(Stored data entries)
::::::::::

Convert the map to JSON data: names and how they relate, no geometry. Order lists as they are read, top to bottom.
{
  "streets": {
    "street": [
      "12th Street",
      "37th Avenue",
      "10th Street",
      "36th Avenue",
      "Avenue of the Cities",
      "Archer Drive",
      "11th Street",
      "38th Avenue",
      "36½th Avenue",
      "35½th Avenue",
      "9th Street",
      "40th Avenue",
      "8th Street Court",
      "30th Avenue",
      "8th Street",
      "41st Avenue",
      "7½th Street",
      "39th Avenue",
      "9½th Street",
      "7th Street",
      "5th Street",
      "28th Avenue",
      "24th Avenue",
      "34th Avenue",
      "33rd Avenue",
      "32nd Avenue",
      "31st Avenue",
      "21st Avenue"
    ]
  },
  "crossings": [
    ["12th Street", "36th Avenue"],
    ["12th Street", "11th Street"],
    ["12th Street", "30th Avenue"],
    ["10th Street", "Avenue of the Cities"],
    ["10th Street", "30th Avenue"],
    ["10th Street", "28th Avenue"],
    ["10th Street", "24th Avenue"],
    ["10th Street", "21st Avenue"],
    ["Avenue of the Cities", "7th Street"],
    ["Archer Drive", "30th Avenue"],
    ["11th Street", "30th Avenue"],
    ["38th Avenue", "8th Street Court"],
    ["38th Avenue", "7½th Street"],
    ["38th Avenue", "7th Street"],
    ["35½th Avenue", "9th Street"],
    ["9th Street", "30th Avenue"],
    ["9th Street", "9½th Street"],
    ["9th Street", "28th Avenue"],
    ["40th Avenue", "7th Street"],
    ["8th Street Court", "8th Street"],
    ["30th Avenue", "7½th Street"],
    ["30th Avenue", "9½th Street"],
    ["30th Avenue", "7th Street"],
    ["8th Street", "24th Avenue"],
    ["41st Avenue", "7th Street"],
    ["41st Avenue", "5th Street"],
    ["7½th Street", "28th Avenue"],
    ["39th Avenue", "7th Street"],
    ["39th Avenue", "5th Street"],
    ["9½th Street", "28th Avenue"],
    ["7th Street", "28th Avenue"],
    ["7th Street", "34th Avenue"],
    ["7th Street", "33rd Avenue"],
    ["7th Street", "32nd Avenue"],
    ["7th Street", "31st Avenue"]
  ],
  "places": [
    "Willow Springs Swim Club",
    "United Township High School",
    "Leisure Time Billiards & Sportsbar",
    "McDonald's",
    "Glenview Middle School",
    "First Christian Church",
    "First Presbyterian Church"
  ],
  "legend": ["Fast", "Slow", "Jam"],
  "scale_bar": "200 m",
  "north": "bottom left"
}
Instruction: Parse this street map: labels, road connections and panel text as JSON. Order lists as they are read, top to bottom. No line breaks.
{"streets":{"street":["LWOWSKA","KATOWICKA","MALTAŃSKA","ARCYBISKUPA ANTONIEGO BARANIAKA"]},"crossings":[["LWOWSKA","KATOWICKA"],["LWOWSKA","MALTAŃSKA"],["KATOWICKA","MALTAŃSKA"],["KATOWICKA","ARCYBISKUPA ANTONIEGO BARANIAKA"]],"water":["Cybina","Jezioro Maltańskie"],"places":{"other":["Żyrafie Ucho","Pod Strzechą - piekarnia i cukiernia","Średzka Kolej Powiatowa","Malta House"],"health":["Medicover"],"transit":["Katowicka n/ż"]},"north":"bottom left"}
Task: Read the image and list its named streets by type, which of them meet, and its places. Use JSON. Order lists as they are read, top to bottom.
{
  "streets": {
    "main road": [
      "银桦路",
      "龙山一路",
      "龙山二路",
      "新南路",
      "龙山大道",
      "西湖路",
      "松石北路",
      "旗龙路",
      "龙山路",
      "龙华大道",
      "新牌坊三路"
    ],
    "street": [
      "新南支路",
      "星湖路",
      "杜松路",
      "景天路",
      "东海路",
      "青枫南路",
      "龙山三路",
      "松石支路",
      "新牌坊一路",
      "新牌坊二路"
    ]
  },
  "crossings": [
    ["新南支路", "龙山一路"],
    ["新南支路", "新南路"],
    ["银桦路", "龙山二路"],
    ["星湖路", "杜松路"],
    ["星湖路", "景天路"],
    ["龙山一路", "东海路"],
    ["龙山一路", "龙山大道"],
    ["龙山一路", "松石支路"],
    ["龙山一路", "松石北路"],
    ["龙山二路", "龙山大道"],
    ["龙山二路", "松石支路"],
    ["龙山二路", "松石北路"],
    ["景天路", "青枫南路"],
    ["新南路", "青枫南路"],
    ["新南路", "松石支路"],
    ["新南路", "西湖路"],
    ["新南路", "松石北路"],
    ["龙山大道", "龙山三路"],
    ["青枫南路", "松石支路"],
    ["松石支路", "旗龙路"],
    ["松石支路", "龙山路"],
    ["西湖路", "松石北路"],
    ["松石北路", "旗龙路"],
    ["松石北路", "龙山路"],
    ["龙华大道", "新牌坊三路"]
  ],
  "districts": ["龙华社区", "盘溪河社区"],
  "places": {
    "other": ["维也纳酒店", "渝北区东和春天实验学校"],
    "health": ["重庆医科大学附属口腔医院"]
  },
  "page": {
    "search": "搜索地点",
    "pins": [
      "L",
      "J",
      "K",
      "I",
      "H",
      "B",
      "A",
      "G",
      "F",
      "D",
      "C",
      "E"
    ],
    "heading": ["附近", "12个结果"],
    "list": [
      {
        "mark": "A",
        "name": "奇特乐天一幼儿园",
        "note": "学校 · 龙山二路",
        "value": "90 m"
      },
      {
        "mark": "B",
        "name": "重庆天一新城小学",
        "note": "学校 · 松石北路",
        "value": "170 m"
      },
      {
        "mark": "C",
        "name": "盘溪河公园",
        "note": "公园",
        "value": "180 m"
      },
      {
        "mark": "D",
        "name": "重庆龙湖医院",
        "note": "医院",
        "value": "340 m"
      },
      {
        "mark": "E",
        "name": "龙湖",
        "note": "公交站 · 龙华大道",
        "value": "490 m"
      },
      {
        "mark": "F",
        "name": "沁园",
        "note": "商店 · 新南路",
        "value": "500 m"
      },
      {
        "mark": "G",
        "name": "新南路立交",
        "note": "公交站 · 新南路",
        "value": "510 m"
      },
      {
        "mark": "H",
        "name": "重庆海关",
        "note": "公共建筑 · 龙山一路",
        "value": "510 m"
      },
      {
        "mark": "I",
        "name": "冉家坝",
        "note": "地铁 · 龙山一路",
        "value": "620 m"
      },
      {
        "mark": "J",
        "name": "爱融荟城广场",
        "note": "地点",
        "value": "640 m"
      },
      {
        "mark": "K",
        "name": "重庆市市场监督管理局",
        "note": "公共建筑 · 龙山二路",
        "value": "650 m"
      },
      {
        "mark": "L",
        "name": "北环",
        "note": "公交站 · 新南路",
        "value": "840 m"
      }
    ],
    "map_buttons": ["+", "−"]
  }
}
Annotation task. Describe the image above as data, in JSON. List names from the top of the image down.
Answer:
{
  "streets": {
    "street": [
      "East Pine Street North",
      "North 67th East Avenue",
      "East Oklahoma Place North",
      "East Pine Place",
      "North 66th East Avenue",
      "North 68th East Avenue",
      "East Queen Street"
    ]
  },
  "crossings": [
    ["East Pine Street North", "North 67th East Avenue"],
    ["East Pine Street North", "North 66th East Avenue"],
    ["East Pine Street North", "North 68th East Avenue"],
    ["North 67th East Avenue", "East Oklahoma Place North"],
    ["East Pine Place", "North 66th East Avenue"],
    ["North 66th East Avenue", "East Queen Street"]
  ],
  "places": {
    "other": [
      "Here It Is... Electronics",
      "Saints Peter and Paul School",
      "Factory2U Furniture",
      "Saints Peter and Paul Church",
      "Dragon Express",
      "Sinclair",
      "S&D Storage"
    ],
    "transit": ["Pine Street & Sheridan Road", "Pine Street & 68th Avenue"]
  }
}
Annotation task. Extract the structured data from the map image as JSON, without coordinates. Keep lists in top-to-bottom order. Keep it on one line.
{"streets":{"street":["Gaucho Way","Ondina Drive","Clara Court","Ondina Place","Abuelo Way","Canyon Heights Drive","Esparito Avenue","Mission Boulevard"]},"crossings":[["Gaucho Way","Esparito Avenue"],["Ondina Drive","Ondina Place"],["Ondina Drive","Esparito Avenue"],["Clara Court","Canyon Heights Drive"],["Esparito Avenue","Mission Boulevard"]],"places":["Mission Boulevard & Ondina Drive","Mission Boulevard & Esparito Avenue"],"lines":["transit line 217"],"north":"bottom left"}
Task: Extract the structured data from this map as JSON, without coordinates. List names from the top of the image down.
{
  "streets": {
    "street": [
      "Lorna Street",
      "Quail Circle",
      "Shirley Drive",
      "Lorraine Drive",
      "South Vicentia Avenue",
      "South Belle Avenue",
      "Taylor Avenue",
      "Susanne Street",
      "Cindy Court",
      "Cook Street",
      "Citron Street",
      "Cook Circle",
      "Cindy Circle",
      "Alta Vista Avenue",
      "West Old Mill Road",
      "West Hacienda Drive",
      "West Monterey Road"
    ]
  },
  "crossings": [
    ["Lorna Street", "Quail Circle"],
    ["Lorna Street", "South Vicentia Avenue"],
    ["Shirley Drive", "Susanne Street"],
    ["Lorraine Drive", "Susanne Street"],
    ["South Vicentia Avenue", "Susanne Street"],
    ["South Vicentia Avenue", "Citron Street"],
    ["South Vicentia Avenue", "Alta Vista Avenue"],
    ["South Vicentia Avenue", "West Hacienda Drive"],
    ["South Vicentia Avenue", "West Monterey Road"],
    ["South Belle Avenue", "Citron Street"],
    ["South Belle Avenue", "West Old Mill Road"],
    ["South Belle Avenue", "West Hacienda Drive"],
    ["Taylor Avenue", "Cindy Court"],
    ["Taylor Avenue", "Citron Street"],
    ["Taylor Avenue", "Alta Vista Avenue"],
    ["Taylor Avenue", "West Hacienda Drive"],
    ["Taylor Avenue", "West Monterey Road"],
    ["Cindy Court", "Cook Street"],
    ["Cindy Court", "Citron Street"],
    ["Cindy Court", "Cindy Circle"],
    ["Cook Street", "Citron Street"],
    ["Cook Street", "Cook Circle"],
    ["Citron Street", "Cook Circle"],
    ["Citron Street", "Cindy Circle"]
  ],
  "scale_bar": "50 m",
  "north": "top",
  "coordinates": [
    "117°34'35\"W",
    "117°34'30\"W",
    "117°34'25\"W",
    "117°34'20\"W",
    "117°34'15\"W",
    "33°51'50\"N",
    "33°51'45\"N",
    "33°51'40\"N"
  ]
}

::::::::::

Search the records for the word "this" and copy every line where it occurs.

Instruction: Parse this street map: labels, road connections and panel text as JSON. Order lists as they are read, top to bottom. No line breaks.
Task: Extract the structured data from this map as JSON, without coordinates. List names from the top of the image down.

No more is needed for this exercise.